Saved entries:
==========

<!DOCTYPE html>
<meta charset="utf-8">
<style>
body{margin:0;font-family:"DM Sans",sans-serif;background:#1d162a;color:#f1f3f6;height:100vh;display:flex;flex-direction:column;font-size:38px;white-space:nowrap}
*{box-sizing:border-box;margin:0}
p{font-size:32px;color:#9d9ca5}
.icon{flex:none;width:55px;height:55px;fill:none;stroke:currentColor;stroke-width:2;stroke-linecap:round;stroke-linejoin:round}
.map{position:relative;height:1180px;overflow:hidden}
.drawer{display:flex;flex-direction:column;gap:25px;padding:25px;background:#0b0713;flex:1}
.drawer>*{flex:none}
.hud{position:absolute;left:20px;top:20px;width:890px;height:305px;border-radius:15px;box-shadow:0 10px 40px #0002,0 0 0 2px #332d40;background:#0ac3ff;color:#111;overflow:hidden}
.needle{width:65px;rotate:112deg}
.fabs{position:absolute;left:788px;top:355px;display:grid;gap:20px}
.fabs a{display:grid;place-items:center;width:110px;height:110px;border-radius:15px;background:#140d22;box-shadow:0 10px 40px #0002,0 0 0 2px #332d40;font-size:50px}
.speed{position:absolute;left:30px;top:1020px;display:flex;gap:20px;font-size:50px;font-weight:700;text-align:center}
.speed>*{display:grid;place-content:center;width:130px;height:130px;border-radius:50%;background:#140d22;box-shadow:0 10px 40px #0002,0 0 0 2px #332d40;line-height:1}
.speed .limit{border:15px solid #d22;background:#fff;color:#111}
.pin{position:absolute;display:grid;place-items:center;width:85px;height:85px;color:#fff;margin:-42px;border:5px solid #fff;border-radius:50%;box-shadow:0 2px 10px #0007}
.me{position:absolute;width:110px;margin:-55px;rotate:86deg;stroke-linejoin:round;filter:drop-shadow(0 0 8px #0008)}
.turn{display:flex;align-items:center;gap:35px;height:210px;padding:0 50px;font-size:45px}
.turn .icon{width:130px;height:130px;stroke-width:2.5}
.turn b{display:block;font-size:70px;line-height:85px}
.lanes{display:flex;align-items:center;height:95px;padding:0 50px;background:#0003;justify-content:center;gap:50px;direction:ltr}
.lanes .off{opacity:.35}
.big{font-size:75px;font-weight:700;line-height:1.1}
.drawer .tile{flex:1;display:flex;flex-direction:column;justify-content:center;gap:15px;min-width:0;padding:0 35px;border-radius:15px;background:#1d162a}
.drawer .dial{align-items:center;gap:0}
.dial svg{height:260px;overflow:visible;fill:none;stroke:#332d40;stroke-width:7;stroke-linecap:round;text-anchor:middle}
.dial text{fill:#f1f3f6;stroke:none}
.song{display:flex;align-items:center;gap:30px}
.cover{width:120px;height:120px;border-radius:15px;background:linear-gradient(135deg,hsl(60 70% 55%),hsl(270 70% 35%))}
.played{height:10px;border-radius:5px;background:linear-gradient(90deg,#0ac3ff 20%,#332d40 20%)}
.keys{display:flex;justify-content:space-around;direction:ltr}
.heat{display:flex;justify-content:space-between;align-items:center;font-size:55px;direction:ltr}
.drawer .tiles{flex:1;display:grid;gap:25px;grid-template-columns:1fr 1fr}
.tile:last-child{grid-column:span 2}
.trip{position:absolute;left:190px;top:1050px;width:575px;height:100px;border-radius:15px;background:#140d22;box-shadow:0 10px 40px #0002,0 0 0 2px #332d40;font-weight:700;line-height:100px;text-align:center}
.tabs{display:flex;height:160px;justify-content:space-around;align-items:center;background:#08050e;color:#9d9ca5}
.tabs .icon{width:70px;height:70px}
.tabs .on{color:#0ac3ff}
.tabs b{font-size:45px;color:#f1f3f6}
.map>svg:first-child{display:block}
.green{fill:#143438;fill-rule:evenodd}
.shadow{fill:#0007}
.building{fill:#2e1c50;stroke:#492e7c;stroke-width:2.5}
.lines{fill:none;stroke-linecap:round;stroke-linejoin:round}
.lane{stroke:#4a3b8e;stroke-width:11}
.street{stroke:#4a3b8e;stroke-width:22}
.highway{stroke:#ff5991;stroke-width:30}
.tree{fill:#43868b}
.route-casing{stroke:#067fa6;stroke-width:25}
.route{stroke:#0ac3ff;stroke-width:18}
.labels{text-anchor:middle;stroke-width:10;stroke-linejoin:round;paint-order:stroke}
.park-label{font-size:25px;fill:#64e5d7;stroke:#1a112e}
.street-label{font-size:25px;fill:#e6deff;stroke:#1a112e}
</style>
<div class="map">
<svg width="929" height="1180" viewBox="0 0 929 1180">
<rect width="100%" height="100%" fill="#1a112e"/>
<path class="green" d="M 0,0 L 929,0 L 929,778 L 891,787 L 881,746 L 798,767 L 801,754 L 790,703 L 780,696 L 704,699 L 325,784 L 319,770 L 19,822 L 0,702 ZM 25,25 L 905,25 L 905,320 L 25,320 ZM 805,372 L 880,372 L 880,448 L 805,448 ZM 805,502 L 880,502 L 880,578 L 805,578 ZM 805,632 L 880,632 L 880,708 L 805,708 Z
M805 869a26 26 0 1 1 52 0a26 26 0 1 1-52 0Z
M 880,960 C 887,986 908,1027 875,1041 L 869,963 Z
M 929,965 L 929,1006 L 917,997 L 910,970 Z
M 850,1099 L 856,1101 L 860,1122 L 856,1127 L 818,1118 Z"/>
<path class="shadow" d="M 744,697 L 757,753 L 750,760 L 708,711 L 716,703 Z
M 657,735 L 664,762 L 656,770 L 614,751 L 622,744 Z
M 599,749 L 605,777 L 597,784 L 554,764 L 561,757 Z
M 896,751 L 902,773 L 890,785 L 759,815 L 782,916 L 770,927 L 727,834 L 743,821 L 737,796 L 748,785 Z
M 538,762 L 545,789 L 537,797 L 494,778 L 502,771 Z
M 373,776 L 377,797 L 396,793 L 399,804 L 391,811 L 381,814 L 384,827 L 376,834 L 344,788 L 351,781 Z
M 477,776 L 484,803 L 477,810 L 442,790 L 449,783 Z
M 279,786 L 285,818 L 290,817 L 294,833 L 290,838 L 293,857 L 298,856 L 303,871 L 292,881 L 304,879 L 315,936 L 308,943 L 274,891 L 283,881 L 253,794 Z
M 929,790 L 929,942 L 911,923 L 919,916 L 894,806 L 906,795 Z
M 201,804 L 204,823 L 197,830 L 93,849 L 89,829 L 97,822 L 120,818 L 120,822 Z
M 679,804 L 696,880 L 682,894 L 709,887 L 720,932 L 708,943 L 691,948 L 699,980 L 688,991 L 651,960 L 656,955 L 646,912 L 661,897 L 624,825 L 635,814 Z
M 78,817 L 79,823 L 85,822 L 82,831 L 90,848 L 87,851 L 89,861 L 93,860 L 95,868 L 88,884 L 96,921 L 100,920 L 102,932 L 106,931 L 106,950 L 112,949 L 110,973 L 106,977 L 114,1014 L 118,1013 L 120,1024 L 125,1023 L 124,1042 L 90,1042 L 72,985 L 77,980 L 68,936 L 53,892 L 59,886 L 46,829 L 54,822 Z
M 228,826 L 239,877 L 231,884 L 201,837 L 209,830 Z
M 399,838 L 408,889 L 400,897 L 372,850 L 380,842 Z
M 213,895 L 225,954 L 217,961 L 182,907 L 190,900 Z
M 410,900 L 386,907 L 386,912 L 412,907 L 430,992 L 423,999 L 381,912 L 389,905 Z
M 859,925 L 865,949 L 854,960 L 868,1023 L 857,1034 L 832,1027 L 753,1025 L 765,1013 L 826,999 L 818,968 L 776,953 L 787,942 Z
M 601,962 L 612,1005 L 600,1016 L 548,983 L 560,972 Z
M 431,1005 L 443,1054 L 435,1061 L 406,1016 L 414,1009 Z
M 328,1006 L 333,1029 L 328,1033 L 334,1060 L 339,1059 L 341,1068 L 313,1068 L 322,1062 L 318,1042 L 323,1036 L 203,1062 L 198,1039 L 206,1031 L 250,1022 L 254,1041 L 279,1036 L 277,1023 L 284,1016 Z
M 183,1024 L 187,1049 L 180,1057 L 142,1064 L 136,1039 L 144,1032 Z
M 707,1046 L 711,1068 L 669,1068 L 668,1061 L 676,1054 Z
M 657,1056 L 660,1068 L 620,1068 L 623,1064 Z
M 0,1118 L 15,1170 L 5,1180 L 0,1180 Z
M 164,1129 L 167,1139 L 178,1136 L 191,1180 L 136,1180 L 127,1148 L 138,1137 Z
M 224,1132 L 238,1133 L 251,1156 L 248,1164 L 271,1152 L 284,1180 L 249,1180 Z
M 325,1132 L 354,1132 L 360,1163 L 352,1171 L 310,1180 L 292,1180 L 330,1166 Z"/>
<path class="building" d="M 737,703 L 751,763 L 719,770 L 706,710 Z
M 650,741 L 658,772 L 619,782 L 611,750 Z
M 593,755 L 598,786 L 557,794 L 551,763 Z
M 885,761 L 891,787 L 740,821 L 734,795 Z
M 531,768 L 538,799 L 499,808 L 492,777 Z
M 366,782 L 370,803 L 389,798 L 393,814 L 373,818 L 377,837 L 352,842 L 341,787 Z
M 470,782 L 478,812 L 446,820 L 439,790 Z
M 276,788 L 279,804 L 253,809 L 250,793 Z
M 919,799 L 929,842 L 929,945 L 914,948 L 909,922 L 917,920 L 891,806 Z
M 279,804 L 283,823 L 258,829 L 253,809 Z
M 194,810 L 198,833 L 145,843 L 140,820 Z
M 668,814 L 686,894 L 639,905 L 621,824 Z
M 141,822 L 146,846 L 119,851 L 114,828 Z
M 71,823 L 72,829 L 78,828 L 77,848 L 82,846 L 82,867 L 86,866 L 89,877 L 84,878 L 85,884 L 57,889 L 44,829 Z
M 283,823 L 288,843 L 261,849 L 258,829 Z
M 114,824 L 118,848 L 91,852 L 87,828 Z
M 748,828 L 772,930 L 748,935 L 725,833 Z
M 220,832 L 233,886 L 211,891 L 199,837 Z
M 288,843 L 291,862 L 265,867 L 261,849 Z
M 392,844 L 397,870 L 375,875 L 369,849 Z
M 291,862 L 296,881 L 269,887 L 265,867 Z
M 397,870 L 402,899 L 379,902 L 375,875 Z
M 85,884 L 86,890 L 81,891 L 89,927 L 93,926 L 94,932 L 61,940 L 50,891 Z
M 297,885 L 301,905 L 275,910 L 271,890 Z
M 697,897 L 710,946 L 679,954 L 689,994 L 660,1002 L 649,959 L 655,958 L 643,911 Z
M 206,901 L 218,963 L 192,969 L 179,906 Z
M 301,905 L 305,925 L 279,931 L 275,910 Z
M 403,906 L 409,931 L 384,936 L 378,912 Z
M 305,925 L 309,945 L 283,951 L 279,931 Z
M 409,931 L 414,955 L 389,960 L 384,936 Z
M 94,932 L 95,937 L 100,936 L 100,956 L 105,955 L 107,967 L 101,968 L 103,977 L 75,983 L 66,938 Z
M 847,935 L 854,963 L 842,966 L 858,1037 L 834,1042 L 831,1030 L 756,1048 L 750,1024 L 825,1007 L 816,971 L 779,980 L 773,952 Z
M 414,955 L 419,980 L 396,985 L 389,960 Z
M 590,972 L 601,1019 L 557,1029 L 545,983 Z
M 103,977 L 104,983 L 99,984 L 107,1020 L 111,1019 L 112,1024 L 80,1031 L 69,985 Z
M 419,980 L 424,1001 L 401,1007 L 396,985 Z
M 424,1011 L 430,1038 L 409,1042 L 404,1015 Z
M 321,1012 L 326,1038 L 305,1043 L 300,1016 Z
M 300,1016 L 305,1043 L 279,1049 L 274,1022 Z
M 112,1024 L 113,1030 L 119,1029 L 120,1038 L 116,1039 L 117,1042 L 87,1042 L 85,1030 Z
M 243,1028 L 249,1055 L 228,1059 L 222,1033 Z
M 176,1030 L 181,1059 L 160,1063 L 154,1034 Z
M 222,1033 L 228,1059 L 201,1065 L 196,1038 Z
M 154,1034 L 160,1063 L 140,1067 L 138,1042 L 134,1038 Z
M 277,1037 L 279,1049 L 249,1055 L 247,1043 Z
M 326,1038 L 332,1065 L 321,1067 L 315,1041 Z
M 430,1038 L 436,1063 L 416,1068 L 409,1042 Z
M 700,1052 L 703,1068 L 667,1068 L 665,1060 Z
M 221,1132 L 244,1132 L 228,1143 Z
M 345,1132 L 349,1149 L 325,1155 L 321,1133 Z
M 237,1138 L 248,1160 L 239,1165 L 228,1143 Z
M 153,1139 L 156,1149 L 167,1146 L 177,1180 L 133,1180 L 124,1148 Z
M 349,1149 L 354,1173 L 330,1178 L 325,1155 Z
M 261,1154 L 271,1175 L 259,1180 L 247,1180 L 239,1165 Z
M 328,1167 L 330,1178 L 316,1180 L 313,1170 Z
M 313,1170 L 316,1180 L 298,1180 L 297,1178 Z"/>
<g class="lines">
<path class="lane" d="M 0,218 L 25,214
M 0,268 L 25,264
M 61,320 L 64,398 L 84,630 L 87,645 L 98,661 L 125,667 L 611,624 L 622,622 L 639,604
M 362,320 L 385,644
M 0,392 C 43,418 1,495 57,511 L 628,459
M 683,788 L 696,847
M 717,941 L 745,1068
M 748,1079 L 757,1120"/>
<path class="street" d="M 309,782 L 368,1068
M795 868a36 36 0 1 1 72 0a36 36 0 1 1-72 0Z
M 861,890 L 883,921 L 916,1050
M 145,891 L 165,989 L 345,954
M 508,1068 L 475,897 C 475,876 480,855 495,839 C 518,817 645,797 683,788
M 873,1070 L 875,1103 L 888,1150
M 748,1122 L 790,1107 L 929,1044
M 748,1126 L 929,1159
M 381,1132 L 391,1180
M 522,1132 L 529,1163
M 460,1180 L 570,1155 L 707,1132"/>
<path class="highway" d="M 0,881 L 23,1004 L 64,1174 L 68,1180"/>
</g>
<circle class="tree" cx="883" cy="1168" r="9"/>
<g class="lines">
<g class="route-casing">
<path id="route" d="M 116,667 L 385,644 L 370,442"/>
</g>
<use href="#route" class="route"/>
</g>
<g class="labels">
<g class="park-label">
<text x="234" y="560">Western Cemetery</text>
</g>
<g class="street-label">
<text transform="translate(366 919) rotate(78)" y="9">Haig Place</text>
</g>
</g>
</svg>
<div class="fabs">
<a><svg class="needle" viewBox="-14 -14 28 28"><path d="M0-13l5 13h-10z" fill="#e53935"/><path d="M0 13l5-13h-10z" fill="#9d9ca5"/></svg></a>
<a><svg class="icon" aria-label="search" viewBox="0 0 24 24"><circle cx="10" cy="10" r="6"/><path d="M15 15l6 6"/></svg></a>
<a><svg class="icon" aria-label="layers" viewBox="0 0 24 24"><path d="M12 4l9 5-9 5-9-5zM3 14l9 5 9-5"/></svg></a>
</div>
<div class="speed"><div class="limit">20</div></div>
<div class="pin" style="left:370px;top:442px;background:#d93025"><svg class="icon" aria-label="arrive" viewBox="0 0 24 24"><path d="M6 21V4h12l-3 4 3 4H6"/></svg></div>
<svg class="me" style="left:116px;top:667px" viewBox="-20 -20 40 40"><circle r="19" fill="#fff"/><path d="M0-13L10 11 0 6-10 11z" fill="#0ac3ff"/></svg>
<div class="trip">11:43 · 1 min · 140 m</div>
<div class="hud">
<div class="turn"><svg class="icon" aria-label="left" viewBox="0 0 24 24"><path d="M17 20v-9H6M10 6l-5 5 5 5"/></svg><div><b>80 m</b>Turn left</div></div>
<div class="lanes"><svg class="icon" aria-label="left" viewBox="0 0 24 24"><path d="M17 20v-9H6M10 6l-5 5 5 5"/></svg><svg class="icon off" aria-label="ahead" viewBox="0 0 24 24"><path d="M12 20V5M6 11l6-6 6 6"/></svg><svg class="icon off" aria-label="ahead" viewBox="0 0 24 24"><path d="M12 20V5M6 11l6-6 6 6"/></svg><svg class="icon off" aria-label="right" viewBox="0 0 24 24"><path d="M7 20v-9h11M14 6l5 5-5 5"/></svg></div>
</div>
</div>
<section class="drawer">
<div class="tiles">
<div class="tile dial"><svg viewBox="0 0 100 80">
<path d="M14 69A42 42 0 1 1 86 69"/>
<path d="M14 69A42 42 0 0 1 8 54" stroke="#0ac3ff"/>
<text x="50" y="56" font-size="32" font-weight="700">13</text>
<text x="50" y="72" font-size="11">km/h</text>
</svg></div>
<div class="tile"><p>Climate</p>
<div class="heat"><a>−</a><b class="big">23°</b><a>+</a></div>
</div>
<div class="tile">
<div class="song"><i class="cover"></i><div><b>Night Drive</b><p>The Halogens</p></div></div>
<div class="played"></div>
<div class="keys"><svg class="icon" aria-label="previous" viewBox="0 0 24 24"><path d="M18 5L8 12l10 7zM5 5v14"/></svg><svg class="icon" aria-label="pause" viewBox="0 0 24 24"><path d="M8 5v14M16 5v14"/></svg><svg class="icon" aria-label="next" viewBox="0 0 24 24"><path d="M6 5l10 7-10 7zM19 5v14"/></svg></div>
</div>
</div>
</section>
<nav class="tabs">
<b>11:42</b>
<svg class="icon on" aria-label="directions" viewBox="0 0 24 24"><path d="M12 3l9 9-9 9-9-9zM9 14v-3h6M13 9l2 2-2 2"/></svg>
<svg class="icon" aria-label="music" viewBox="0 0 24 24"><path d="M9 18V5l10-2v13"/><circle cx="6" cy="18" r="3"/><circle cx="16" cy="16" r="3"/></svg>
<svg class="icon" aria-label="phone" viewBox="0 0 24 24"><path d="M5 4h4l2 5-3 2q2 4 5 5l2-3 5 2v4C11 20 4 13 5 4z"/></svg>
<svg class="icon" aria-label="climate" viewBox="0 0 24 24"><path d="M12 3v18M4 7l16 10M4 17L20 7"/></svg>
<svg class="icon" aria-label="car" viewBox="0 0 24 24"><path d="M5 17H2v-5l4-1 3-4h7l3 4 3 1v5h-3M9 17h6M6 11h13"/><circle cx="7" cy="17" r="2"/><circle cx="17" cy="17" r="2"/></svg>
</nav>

==========

> Task brief: If a line in the records above includes the string "heat", copy it.

> Answer below:
.heat{display:flex;justify-content:space-between;align-items:center;font-size:55px;direction:ltr}
<div class="heat"><a>−</a><b class="big">23°</b><a>+</a></div>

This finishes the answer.